Za Cross of the Dutchman stoi ciekawy pomysł - to opowieść o legendarnym holenderskim bohaterze walczącym z Saksonami w XVI wieku. Historia potężnego mężczyzny zdolnego jednym ciosem powalić kilku wrogów jest przedstawiona w sposób całkiem przystępny i nieźle przybliża sylwetkę buntownika Piera Gerlofsa Donii. Niestety, produkcja jest zbyt prosta, by utrzymać uwagę gracza.
Fryzyjczyka poznajemy, gdy jest jeszcze zwykłym chłopem, dbającym o rodzinę i dobre relacje z sąsiadami. Kiedy na własnym polu zostaje napadnięty przez snujących się po okolicy żołnierzy, postanawia wziąć sprawy w swoje ręce i zrobić porządek ze stacjonującymi w okolicy saksońskimi wojskami. Z pomocą okolicznych mieszkańców organizuje rebelię.
Akcję obserwujemy w rzucie izometrycznym, niczym w grach typu Diablo. Sterujemy używając wyłącznie myszy - w ten sposób rozmawiamy, walczymy, badamy przedmioty i interesujące punkty. Tak nieskomplikowana rozgrywka - w połączeniu z mało interesującymi dialogami i niezbyt dużym poziomem trudności - sprawia, że gramy nie tylko jedną ręką, ale i jednym okiem. Trudno skoncentrować całą uwagę na tytule, który wymaga tak niewiele zaangażowania.
Twórcy starają się jak mogą, by urozmaicić rozgrywkę, wprowadzając co chwilę nowe wyzwania, takie jak konieczność przekradania się wśród wrogich patroli czy dotarcia we wskazane miejsce przed upływem czasu. Niestety, wiele z nich to utrudnienia tylko teoretyczne - tak naprawdę zawsze mamy aż nadto czasu na wykonanie tego typu zadań, a wyzwanie nie jest znaczące.
Fabuła także nie należy do skomplikowanych. Śledząc poczynania Piera odwiedzimy łącznie pięć lokacji, które będą zmieniać się wraz z rozwojem fabuły, oferując nowe misje i problemy. Przez większość czasu możemy swobodnie przechodzić między tymi obszarami, w kilku momentach jednak gra odcina nas od części z nich, często nie dając ku temu żadnego powodu. Każda z map oferuje kilka skarbów do znalezienia oraz specjalne miejsca rzucające nieco światła na to, jak bohater postrzega swoją okolicę.

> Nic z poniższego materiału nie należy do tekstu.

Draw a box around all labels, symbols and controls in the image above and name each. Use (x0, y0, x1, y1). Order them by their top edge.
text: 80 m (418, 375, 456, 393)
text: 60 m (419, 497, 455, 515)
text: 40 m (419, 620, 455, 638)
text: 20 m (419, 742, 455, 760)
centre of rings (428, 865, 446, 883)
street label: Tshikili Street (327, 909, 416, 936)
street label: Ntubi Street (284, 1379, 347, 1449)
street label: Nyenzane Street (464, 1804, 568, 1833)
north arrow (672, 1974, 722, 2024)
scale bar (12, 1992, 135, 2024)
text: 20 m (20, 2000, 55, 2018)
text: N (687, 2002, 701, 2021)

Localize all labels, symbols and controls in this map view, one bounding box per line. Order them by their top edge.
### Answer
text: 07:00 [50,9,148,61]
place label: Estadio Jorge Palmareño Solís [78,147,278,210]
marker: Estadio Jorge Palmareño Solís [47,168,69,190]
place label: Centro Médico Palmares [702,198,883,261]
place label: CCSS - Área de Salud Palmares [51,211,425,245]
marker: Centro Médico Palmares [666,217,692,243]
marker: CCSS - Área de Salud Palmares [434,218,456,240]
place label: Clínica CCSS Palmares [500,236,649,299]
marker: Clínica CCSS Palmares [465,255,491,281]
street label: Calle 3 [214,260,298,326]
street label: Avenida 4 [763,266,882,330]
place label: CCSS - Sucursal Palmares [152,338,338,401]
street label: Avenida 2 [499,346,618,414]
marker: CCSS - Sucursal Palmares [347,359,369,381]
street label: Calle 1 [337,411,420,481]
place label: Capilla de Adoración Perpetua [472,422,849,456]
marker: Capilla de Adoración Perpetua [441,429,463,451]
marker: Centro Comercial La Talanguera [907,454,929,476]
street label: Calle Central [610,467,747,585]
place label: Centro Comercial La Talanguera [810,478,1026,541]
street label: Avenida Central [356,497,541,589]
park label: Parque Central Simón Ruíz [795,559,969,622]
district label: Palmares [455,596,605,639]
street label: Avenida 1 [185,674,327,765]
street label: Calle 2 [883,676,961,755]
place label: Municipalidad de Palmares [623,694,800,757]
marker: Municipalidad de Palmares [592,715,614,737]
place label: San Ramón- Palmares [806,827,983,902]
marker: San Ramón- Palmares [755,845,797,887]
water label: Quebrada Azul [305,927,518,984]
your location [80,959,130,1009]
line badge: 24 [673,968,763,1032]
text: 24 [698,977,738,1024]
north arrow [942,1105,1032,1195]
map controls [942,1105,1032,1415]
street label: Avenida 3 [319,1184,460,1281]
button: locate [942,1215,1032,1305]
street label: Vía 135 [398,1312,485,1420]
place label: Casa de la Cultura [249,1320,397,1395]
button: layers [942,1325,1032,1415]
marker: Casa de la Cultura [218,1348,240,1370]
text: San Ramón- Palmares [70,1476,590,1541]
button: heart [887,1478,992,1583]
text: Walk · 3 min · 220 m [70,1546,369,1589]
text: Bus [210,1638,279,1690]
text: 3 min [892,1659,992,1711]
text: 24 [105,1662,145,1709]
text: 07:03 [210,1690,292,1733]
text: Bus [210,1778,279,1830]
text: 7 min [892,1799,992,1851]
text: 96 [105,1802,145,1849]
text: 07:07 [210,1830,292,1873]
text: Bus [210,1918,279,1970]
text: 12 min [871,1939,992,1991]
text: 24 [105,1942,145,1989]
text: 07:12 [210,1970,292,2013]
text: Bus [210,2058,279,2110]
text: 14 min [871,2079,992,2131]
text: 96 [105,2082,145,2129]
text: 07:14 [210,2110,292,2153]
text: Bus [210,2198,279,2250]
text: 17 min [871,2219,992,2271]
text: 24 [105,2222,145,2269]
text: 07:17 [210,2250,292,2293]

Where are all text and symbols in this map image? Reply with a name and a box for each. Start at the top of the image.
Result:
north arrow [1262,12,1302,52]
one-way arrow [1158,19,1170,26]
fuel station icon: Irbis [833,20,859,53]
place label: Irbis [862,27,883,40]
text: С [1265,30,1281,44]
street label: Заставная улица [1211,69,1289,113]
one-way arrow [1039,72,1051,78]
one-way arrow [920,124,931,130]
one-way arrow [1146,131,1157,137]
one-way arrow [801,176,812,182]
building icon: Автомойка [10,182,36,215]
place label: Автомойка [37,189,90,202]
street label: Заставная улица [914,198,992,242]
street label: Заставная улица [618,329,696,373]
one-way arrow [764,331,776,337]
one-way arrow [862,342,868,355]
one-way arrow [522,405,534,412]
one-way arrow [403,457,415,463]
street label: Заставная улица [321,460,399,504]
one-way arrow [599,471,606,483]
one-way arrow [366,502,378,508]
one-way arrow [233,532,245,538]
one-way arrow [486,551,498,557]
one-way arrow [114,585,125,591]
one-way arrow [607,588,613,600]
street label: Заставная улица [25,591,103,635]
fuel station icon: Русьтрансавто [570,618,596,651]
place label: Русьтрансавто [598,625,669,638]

Najbardziej satysfakcjonującym elementem rozgrywki jest walka. Olbrzymia siła Fryzyjczyka sprawia, że podczas starć jednym ciosem posyłamy w powietrze kilku wrogów, co z kolei powoduje, że najprzyjemniejsze są bitwy z całymi zastępami Saksonów, rozrzucanych po okolicy jak szmaciane lalki.
Niestety, bitwy odsłaniają też największą słabość systemu sterowania: celowanie jest nieprecyzyjne, przez co często bezsensownie młócimy powietrze. W połączeniu z opóźnieniem wykonywania ataków, rozwiązanie to staje się z czasem dość uciążliwe.
Nie pomaga fakt, że cały czas korzystamy z jednego miecza lub pięści, a minimalistyczny system rozwoju postaci pozwala tylko ulepszyć wytrzymałość postaci i wzmocnić obrażenia zadawanych ciosów.
Wizualnie Cross of the Dutchman nie odstrasza, ani nie zachwyca. Oprawa graficzna zrealizowana jest przyzwoicie, lecz bez fajerwerków, które przykułyby uwagę na dłużej. Podobnie ma się sprawa z muzyką - stanowi ona przyjemne tło do zabawy, jednak w żaden sposób nie zapada w pamięć.
Produkcja Triangle Studios to absolutny przeciętniak, na tyle krótki, że kończy się, zanim zacznie być nudny i męczący. To lekka opowieść pozwalająca nam w dość pobieżny sposób poznać holenderskiego bohatera raczej nie przedstawianego na lekcjach historii.